Satan’s trickery would have us believe that our sins and failures are beyond any remedy found in the gospel. Subtly, he suggests the idea that Christ only welcomes those with minor infractions, not those who, like us, have committed great evils of unbelief, anger, and lust. Our hearts, still not yet entirely immune to the infection of legalism, easily believe such righteous-sounding fabrications, and we keep ourselves at a distance from Jesus.

Satan’s trickery would have us believe that our sins and failures are beyond any remedy found in the gospel.

The spiral produced by such backward thinking can only spin in one direction. If I can’t go to Jesus with my most grievous sins, then I will have no resources to fight this and other sins. Away from Jesus, I lean on my own resources which lead me back into the filth I tried by my own willpower to escape. Piling up sin after sin with no recourse (it seems) to a merciful Savior, our troubles mount only higher. If Satan can keep us in this spiritual corkscrew, he will have done much to remove our joy, our power against sin, and our ministry effectiveness. One little nail—a crafty, plausible-sounding lie—in the tire of our conscience, and we can now, at best, only hobble slowly from town to town.

But Scripture sets us back on track. We must be reminded that God justifies the ungodly (Rom 4:5). When we first came to Christ, God forgave all our sins and imputed Christ’s righteousness to our account. Every sin that we committed up to that point and every sin we would commit from that point onward was paid for at the cross (Col 2:13). The moment we were justified, however, we were still ungodly. The ground for our justification was not located in any amount of relative righteousness in us. We were filthy, unclean, worthless, unrighteous (see Rom 3:10-19). The kind of sin we committed prior to our salvation—whether it was lying or bank fraud or murder—is irrelevant. Even the smallest infraction is worthy of an eternal judgment (James 2:10). Besides, we were rebellious at the deepest core of our personhood so that everything we did—every thought, motive, feeling, word, and deed—was foul in God’s sight (Rom 8:8).

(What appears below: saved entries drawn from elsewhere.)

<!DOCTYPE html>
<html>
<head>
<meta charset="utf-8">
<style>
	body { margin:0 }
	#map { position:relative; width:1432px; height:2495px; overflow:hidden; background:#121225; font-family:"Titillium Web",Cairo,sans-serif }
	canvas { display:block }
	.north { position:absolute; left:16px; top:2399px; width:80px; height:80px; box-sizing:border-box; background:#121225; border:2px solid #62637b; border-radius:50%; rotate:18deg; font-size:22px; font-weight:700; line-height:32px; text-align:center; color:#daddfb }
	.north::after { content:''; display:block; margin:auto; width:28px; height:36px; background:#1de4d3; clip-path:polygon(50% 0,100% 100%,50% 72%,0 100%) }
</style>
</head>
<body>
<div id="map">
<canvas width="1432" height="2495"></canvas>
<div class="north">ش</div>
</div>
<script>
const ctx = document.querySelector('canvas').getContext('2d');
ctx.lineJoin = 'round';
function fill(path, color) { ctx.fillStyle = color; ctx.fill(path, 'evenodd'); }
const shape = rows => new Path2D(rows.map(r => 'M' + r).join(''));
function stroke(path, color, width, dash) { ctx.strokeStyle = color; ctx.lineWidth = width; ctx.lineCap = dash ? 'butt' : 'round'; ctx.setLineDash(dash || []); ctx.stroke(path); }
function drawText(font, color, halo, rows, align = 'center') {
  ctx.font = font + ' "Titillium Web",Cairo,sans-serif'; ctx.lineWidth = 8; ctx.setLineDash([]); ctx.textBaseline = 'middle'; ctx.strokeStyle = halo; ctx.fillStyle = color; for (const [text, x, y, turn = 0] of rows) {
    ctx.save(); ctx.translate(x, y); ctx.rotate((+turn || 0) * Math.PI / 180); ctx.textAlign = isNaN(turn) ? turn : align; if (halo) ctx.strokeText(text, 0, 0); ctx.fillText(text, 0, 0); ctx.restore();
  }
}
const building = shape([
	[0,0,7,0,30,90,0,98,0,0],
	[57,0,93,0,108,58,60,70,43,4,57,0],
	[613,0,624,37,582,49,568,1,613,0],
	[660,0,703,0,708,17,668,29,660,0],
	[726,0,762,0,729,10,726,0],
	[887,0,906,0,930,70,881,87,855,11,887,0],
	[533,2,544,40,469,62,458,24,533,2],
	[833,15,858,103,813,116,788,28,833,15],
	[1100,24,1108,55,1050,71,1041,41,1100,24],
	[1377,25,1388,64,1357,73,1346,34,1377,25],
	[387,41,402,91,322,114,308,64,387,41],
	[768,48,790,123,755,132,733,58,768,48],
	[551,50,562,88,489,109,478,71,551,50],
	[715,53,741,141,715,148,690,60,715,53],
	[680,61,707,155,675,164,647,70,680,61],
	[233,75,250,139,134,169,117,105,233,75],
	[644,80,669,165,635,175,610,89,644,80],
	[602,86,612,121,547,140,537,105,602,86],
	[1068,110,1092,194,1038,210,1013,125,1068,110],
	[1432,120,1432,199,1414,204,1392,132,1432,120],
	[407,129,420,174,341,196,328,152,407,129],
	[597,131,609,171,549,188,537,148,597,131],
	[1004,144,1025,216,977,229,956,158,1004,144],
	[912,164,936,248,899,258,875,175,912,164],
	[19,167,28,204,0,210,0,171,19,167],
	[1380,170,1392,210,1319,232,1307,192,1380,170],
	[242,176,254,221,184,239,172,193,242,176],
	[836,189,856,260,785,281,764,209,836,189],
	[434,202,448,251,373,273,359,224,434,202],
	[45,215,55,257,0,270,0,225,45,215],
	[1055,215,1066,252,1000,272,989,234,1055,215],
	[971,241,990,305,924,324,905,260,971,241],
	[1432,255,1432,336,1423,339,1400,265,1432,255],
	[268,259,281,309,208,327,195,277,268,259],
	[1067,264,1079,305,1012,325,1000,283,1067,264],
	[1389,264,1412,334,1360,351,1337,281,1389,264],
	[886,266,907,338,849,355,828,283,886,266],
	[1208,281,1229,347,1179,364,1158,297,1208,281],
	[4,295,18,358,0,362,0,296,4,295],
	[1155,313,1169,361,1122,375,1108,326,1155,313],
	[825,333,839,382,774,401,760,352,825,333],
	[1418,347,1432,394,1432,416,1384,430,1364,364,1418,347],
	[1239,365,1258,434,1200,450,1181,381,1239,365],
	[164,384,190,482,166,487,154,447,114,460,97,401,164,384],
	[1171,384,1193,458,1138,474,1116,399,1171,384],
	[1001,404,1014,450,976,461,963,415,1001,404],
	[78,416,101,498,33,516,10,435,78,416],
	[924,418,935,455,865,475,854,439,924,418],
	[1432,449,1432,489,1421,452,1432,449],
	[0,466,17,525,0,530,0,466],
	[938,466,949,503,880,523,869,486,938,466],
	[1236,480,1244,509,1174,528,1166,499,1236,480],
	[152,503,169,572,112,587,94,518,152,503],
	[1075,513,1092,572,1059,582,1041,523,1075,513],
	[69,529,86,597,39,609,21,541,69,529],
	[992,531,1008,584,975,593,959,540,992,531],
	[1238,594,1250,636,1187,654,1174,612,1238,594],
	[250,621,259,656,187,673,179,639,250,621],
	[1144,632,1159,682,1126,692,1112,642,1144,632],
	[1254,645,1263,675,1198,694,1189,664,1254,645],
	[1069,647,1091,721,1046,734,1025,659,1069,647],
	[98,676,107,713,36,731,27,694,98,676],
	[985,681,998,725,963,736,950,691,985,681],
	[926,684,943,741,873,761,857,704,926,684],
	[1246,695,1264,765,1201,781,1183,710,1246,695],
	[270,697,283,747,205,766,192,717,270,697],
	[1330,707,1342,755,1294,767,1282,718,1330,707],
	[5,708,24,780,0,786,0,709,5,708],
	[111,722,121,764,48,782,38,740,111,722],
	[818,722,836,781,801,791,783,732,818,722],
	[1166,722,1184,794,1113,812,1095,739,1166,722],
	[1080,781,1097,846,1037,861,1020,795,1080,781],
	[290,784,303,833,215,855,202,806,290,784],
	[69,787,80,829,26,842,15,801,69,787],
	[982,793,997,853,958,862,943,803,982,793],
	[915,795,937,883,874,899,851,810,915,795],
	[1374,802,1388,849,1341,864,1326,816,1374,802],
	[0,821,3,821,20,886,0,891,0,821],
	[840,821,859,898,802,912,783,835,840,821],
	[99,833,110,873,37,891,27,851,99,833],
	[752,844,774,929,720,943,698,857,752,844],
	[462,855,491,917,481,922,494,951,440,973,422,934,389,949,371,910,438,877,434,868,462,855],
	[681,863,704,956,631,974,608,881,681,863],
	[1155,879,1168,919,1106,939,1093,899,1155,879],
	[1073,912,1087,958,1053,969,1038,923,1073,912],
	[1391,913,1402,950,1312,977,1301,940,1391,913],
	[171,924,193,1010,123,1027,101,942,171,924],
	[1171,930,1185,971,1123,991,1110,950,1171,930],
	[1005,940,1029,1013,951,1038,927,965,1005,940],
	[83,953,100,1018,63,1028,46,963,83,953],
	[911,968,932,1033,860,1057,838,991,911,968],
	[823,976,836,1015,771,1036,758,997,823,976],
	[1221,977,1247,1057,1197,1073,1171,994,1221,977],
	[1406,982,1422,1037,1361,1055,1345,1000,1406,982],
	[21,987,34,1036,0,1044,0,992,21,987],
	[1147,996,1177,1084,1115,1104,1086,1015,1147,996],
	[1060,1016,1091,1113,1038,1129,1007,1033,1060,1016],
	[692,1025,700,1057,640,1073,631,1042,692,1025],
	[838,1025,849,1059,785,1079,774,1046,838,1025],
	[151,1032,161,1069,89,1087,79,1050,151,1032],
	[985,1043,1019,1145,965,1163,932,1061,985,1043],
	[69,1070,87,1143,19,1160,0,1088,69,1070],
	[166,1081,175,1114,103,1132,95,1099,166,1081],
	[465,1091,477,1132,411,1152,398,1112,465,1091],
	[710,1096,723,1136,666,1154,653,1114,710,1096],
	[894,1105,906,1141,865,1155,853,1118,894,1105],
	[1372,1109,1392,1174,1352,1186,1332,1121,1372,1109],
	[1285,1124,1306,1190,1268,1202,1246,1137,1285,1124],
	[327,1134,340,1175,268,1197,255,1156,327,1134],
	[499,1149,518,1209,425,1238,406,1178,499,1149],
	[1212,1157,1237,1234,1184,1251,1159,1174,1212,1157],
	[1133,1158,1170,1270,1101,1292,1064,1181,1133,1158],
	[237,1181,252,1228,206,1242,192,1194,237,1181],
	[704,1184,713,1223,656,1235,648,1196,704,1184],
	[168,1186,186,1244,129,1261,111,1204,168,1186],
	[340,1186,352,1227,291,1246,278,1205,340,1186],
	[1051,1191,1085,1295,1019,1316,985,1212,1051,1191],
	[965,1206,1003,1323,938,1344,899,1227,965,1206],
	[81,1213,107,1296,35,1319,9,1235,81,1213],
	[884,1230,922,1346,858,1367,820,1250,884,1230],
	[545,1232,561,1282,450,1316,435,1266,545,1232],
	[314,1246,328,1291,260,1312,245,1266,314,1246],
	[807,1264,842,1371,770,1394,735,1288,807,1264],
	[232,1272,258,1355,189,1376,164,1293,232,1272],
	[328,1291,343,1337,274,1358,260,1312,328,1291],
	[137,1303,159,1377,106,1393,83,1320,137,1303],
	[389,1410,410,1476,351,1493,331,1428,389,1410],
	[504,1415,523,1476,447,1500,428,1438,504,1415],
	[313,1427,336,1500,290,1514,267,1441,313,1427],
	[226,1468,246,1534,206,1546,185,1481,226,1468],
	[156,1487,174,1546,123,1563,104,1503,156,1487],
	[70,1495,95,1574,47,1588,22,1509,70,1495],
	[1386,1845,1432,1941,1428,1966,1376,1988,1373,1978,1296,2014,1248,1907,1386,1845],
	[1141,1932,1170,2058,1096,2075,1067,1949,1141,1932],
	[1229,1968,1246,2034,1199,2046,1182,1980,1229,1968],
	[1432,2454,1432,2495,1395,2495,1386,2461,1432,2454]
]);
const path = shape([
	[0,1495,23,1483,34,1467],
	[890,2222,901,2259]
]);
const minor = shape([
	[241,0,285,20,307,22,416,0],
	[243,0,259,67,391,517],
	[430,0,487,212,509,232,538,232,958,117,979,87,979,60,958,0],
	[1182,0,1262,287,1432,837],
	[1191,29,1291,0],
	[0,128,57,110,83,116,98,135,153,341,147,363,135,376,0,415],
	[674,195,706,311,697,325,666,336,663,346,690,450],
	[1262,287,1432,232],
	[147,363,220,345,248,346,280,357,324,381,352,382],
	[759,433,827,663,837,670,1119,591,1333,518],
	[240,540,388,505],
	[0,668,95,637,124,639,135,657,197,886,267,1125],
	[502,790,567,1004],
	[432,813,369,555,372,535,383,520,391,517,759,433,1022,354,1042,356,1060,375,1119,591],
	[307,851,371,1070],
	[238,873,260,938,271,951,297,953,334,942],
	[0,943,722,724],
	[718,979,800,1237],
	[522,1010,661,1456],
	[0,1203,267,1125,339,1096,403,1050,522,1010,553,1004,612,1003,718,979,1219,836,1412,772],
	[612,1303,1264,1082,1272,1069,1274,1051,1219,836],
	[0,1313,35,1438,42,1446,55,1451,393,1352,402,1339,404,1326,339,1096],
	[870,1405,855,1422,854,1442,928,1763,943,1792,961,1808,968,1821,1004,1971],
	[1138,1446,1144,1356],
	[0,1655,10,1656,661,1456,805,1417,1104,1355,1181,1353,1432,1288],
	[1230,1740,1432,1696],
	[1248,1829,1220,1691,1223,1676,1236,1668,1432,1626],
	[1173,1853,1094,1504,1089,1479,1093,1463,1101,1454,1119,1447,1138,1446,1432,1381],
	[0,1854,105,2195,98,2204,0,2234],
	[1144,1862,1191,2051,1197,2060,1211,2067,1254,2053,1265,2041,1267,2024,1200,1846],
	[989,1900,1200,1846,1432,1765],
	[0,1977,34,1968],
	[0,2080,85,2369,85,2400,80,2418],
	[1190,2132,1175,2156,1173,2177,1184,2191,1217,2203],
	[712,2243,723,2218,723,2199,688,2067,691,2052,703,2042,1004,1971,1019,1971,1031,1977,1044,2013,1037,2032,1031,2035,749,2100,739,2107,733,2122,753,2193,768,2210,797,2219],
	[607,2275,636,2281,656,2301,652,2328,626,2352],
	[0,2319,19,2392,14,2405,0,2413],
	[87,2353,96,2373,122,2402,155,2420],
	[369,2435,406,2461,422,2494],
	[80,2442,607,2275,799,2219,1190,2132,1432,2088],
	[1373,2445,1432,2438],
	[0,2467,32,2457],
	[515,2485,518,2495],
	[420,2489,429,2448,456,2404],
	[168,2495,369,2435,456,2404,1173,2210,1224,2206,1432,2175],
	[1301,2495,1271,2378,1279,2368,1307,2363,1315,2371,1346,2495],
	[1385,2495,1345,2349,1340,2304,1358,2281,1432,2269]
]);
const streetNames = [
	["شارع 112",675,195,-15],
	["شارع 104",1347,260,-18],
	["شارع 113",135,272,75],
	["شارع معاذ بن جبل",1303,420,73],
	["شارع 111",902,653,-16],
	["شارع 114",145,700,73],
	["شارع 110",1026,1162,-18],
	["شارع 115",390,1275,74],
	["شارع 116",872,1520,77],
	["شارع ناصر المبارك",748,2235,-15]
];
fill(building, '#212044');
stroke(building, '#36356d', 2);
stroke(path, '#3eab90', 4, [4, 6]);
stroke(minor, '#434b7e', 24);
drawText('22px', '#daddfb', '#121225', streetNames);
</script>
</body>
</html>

But that’s precisely when Jesus saved us, justified us, and cleansed us, adorning us with a righteousness that was not our own (Rom 3:21-26; 5:8). Having graciously delivered us out of a state of undiluted, unchecked rebellion, would our Savior reject us when, as his beloved disciple, we sin, even grievously? The answer we must shout to our souls is a resounding, “No!” Satan’s lie cannot withstand the logic of Scripture. “For if while we were enemies we were reconciled to God by the death of his Son, much more, now that we are reconciled, shall we be saved by his life” (Rom 5:10). If God saved us and invited us into his family while we were his staunchest enemy, will he not keep us to the end now that he has draped us in the righteousness of his beloved Son? The expected answer is, “Yes. A thousand times, yes!”

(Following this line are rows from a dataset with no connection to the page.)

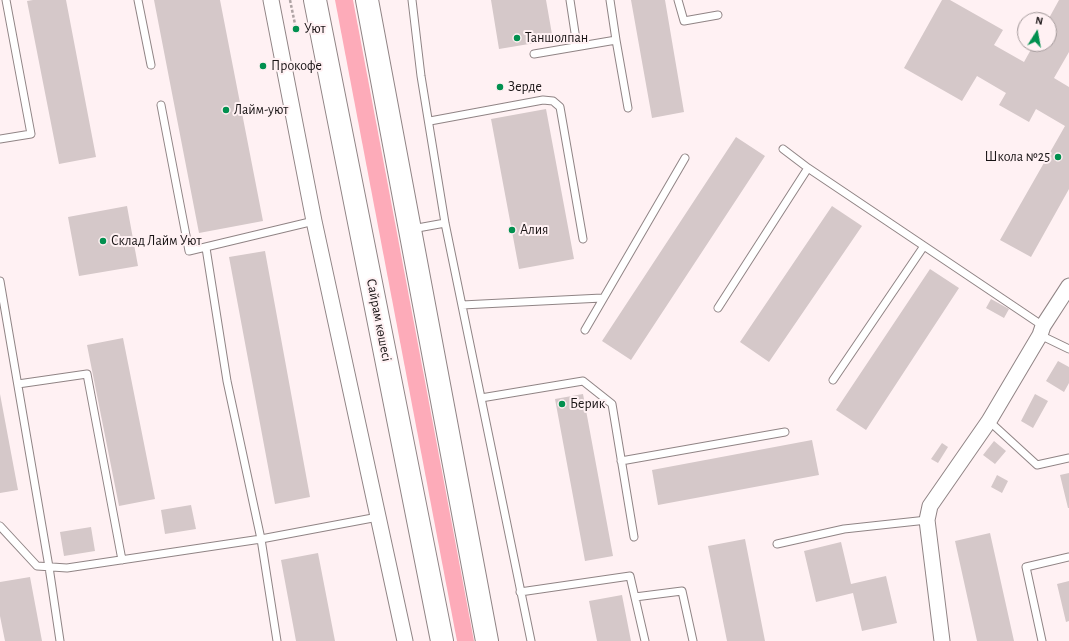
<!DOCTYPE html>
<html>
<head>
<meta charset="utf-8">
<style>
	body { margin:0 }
	#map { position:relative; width:1069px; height:641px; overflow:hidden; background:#fff1f3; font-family:"Alegreya Sans",sans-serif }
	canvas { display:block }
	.north { position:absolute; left:1017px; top:12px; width:40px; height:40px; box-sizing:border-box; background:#fff1f3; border:1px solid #a3999a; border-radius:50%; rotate:11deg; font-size:11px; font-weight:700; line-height:16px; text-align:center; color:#191415 }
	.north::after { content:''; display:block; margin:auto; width:14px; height:18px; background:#01904f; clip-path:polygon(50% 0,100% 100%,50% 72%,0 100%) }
</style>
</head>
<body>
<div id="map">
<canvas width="1069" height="641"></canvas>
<div class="north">N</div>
</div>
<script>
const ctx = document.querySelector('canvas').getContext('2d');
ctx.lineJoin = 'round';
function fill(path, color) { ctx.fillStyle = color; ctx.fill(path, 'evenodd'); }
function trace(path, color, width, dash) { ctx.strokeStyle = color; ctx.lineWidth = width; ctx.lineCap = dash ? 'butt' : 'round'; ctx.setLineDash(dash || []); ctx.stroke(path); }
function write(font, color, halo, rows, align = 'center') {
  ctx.font = font + ' "Alegreya Sans",sans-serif'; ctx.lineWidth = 4; ctx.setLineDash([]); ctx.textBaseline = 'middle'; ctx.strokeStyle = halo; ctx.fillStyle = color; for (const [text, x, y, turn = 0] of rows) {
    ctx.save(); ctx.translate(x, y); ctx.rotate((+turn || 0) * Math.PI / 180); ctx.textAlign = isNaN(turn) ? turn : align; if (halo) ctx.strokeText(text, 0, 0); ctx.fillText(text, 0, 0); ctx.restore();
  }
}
const green = new Path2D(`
	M 335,0 L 353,0 L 474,641 L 457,641 Z`);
const building = new Path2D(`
	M 33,0 L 66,0 L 96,157 L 59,164 L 27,1 Z
	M 154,0 L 220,0 L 263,221 L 199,233 Z
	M 491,0 L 546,0 L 553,40 L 499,49 Z
	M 631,0 L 665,0 L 684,112 L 652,118 Z
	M 942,0 L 950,0 L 1003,30 L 994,45 L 1024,62 L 1034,44 L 1049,44 L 1049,20 L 1048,20 L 1059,0 L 1069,0 L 1069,52 L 1054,78 L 1069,87 L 1069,189 L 1031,257 L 1000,240 L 1065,126 L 1036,109 L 1029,122 L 999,105 L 1006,93 L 977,76 L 962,101 L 904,68 Z
	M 546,109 L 574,259 L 519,269 L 491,119 Z
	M 736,137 L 765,156 L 631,360 L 602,341 Z
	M 127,206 L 138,266 L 79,276 L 68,217 Z
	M 832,206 L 862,226 L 769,362 L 740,342 Z
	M 265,251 L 310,497 L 275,504 L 229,257 Z
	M 930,269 L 959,288 L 866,430 L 836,410 Z
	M 991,299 L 1009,309 L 1004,318 L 986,308 Z
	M 123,338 L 155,499 L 119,506 L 87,345 Z
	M 1058,361 L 1069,367 L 1069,383 L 1064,392 L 1046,381 Z
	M 0,394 L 18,490 L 0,493 Z
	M 583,394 L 613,556 L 585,561 L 555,399 Z
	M 1035,394 L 1048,401 L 1033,428 L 1021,421 Z
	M 812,440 L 819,475 L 658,505 L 652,470 Z
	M 994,441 L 1006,451 L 995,464 L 983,455 Z
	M 942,443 L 948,447 L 938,463 L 931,459 Z
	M 1069,473 L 1069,508 L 1068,508 L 1060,475 Z
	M 997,475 L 1008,481 L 1002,493 L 991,487 Z
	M 191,505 L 196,529 L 165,534 L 161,510 Z
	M 91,527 L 95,551 L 64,556 L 60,532 Z
	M 990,533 L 1014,641 L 977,641 L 955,541 Z
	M 745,539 L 765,641 L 727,641 L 708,546 Z
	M 841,542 L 851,584 L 886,576 L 897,623 L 862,631 L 853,593 L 816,602 L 804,551 Z
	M 318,553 L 335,641 L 296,641 L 281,560 Z
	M 30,577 L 42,641 L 5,641 L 0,616 L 0,582 Z
	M 1069,581 L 1069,621 L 1066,622 L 1057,584 Z
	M 622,595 L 631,641 L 597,641 L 589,601 Z`);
const path = new Path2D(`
	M 290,0 L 296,29 L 293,29`);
const service = new Path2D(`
	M 138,0 L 151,65
	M 412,0 L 421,76 L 445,223 L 531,641
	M 570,0 L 577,46
	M 678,0 L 684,21 L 718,15
	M 616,40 L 628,108
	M 534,54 L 616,40 L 610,0
	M 161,105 L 189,251 L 314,221
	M 430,121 L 543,100 L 553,101 L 560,107 L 583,239
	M 0,139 L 31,134 L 6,0
	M 783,149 L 808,168 L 1043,326
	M 412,229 L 445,223
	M 206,248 L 227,381 L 261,539 L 277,641
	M 0,281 L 49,567 L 60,641
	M 462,305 L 602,298
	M 718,308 L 808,168
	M 585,330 L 685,158
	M 1040,335 L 1069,349
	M 833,380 L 924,246
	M 18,384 L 87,374 L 122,560
	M 481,398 L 583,381 L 612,404 L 634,537
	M 989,421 L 1037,465 L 1069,458
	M 621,461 L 785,432
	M 0,526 L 37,566 L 67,568 L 261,539 L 378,517
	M 777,544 L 844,529 L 927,520
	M 520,592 L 630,576 L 645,641
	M 635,597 L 682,591 L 693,641
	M 1042,641 L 1026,567 L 1069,557`);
const minor = new Path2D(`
	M 271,0 L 314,221 L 405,641
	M 942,641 L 927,520 L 930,506 L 989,421 L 1040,335 L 1043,326 L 1069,286`);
const primary = new Path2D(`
	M 315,0 L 442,641
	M 367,0 L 487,641`);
const markers = [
	[296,29,4,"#01904f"],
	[517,38,4,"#01904f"],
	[263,66,4,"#01904f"],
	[500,87,4,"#01904f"],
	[226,110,4,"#01904f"],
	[1058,157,4,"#01904f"],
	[512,230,4,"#01904f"],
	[103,241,4,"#01904f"],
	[562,404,4,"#01904f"]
];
const poiNames = [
	["Уют",304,29],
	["Таншолпан",525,38],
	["Прокофе",271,66],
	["Зерде",508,87],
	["Лайм-уют",234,110],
	["Школа №25",1050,157,"right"],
	["Алия",520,230],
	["Склад Лайм Уют",111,241],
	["Берик",570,404]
];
const streetNames = [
	["Сайрам көшесі",379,320,79]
];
fill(green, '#fdabb9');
fill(building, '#d5c8c9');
trace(service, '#908485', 9);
trace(minor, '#908485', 17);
trace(primary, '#908485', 24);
trace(path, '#aea3a4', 2.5, [3, 2]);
trace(service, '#fff', 7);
trace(minor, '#fff', 15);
trace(primary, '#fff', 22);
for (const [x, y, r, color] of markers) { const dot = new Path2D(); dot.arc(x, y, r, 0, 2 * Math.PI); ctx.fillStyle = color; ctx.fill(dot); trace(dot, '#fff1f3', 1.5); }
write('14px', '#191415', '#fff1f3', poiNames, 'left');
write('14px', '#191415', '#fff1f3', streetNames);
</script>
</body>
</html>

Therefore, brother, although you must be ever-active in putting sin to death, you must also be ever-ready to go to Jesus when you fail. Resist the temptation to stand at arm’s length from Christ when you’ve sinned. Remind yourself of the gospel of grace, of the basis for your right standing with God, of your repulsive status prior to your conversion and the mercy God had upon you when he saved you (Rom 3:10-19; Titus 3:4-7). Remind yourself that Jesus came to save the worst of sinners (1 Tim 1:12-16) and go directly to him with your sin, confessing it, turning from it, and receiving his gracious forgiveness (1 John 1:9). Only by this method of sanctification will we ever make progress in our battle against lust.